Data extracted from a collection:
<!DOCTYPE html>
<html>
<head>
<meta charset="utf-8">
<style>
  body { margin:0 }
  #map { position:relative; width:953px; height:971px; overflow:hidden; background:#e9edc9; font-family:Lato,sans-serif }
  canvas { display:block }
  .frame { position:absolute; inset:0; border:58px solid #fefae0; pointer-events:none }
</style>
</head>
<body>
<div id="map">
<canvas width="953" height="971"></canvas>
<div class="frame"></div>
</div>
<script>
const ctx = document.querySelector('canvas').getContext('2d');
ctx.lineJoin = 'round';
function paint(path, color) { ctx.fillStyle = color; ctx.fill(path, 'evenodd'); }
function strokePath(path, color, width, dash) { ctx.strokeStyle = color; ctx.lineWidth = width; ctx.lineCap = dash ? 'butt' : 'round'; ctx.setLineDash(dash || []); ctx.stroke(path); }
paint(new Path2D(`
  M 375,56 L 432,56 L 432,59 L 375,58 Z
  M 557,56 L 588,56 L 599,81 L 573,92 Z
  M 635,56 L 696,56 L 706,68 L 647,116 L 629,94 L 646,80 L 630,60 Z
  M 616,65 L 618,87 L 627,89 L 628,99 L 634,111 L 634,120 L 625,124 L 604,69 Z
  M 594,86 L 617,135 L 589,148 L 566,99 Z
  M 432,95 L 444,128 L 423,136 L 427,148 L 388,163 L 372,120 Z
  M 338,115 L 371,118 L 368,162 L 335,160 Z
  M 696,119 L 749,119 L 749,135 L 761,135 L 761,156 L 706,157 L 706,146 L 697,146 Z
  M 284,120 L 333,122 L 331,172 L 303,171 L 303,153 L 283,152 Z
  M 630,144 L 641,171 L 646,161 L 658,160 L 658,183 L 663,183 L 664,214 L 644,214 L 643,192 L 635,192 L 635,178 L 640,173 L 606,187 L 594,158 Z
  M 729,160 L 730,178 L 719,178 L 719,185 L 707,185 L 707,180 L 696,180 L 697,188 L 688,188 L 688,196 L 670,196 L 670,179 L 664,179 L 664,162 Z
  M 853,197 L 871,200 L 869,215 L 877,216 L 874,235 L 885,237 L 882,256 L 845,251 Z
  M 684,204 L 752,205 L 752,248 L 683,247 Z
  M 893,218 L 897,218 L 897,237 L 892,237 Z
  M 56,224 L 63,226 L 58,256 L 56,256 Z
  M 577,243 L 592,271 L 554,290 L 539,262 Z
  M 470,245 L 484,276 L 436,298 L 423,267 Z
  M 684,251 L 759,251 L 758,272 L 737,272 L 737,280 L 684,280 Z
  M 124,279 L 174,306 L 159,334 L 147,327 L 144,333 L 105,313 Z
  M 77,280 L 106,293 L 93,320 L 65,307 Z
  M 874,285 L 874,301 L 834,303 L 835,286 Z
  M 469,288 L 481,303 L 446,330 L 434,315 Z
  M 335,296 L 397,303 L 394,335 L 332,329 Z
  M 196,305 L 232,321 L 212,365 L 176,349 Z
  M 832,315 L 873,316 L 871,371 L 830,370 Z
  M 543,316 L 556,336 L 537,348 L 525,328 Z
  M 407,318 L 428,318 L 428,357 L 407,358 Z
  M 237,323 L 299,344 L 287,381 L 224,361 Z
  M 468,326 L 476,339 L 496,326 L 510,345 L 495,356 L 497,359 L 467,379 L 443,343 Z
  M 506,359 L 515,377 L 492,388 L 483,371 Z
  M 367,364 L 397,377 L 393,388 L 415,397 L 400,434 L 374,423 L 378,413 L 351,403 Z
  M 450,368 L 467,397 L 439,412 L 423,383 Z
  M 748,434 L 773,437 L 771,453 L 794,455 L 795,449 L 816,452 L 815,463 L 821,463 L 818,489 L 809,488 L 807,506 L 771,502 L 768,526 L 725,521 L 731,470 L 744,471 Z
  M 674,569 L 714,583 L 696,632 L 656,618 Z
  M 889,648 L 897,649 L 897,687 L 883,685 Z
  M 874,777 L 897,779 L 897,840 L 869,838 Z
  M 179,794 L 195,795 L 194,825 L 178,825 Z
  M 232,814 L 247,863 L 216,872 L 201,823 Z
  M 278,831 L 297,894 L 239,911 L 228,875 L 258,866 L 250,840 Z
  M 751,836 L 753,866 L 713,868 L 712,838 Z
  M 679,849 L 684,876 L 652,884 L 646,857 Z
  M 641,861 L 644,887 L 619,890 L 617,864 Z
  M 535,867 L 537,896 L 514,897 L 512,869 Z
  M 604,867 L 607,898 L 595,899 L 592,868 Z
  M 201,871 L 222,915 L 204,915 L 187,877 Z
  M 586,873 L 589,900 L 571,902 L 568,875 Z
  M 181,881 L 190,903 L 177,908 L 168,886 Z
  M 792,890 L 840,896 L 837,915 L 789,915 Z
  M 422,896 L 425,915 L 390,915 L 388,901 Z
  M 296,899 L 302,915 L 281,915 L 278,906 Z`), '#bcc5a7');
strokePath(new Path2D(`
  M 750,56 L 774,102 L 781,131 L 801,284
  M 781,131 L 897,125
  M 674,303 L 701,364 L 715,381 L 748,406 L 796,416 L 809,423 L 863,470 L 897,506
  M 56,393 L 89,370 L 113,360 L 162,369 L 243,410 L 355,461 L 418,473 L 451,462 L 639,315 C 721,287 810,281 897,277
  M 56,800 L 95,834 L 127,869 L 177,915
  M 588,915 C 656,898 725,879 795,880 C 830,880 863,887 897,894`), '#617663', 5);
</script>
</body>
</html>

What to work on:
Please transcribe the data above without changes, from its first line to its "function paint(path, color)" line, and leave out anything past that.

Answer section:
<!DOCTYPE html>
<html>
<head>
<meta charset="utf-8">
<style>
  body { margin:0 }
  #map { position:relative; width:953px; height:971px; overflow:hidden; background:#e9edc9; font-family:Lato,sans-serif }
  canvas { display:block }
  .frame { position:absolute; inset:0; border:58px solid #fefae0; pointer-events:none }
</style>
</head>
<body>
<div id="map">
<canvas width="953" height="971"></canvas>
<div class="frame"></div>
</div>
<script>
const ctx = document.querySelector('canvas').getContext('2d');
ctx.lineJoin = 'round';
function paint(path, color) { ctx.fillStyle = color; ctx.fill(path, 'evenodd'); }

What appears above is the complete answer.